2009年に全線開業した阪神なんば線において、朝ラッシュではどの程度混雑するのか。梅田方面の本線と比べると、比較的空いていると言われている。しかし、満員で座れない状態には変わりない。
最も混雑がひどいのは尼崎→西九条間である。三宮からの直通電車も尼崎駅始発も、梅田方面へ向かい電車からの乗り換え客が殺到し、この区間で乗車率がピークに達する。
なんば線のほぼすべての電車が近鉄奈良線へ直通する。ほとんどの乗客の目的地は大阪難波駅だが、一部の人は奈良県内まで行く。阪神本線とは違って、大阪市内を乗り降りしないケースも多い。
快速急行の乗車率は130%近くか?
国土交通省の調査によって公表されている混雑率のデータによると、阪神なんば線では最大で80~90%になるとされている。区間は千鳥橋→西九条である。それ以外は、これよりさらに低い数値となっているようだ。
しかし、これはあくまでもすべての電車を総合した場合の混雑率である。実際には、種別によって乗車率は大きく違う。
阪神なんば線では、快速急行と各駅停車の2種類が走っている。「準急」や「区間準急」という種別もあるが、通過駅があるのは鶴橋以東の近鉄線内に限られる。阪神線内は各駅停車として運転される。
優等列車は快速急行のみ。尼崎駅~西九条駅の区間で速達運転を行っていて、大物・出来島・福・伝法・千鳥橋の5駅は通過する。

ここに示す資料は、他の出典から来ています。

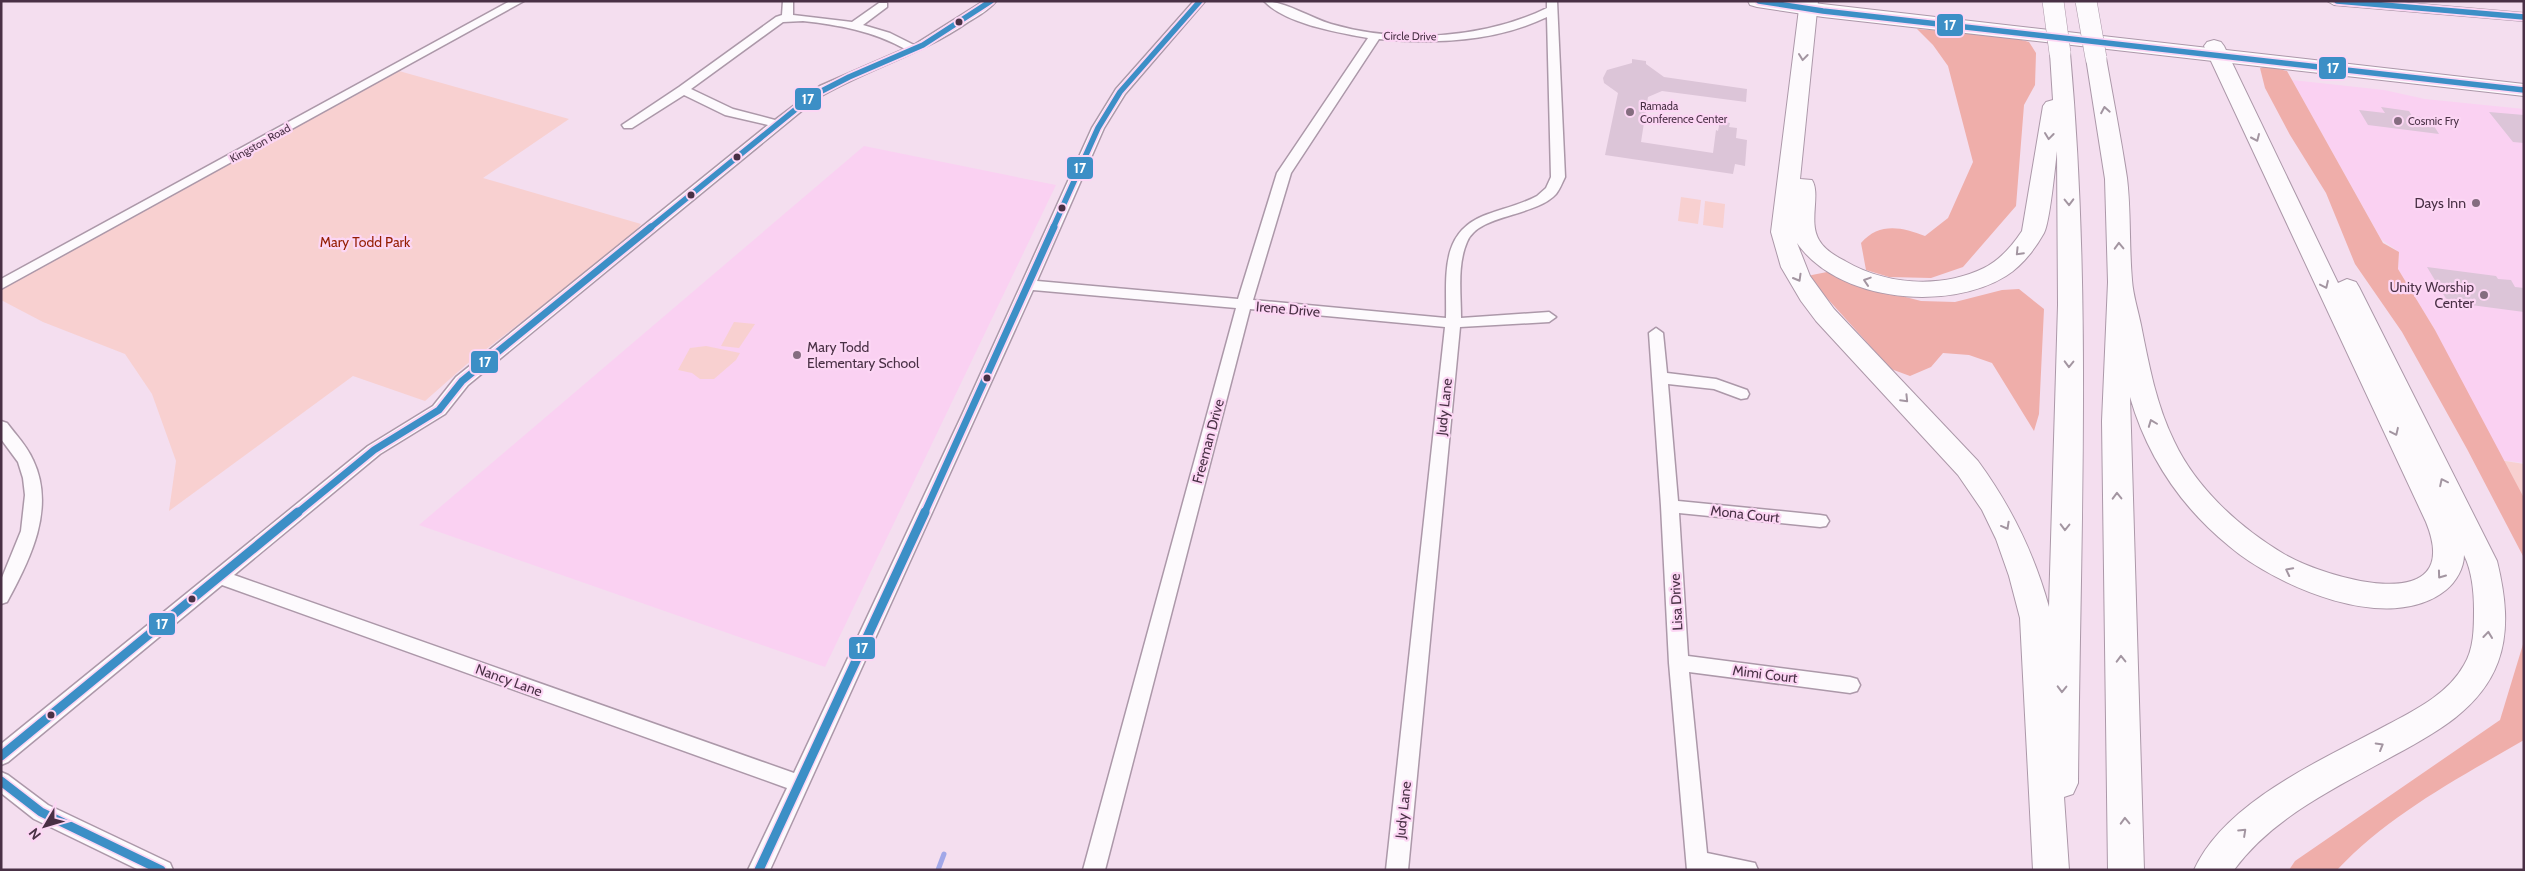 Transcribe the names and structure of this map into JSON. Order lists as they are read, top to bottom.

所要時間が短いということで、尼崎駅以西の阪神本線からの乗客は、速い快速急行に殺到する傾向にある。尼崎駅を出発する時点で、各駅停車は比較的空いているが、快速急行がかなり満員状態となっている。
公式データは存在しないものの、個人的には快速急行の乗車率は130%近くになると感じる。ドア付近だとやや窮屈感を感じ、つり革・手すりにはつかまれないこともある。
阪神本線の特急ほどではない
ただし、阪神なんば線の快速急行でも本線の特急ほどは混雑は激しくはない。本線の場合は、特急の通過待ちを行う急行・各駅停車がいくつもある。
特急の本数そのものが多いこともあって、遅い電車はこまめに待避を行う。その分、所要時間も長くなるということで、乗客は特急に集中する。種別による乗車率の乖離が大きい傾向にある。
一方の阪神なんば線は、各駅停車でも快速急行の通過待ちは途中駅では行わない。尼崎→大阪難波間では先発の電車が逃げ切る形となっている。
快速急行でも、西九条~大阪難波間はすべての駅に停車する。そして、尼崎→西九条には待避設備のある駅がない。
そんなわけで、快速急行が特段に混んでいて、各駅停車がガラガラに空いているといった状態までにはいかない。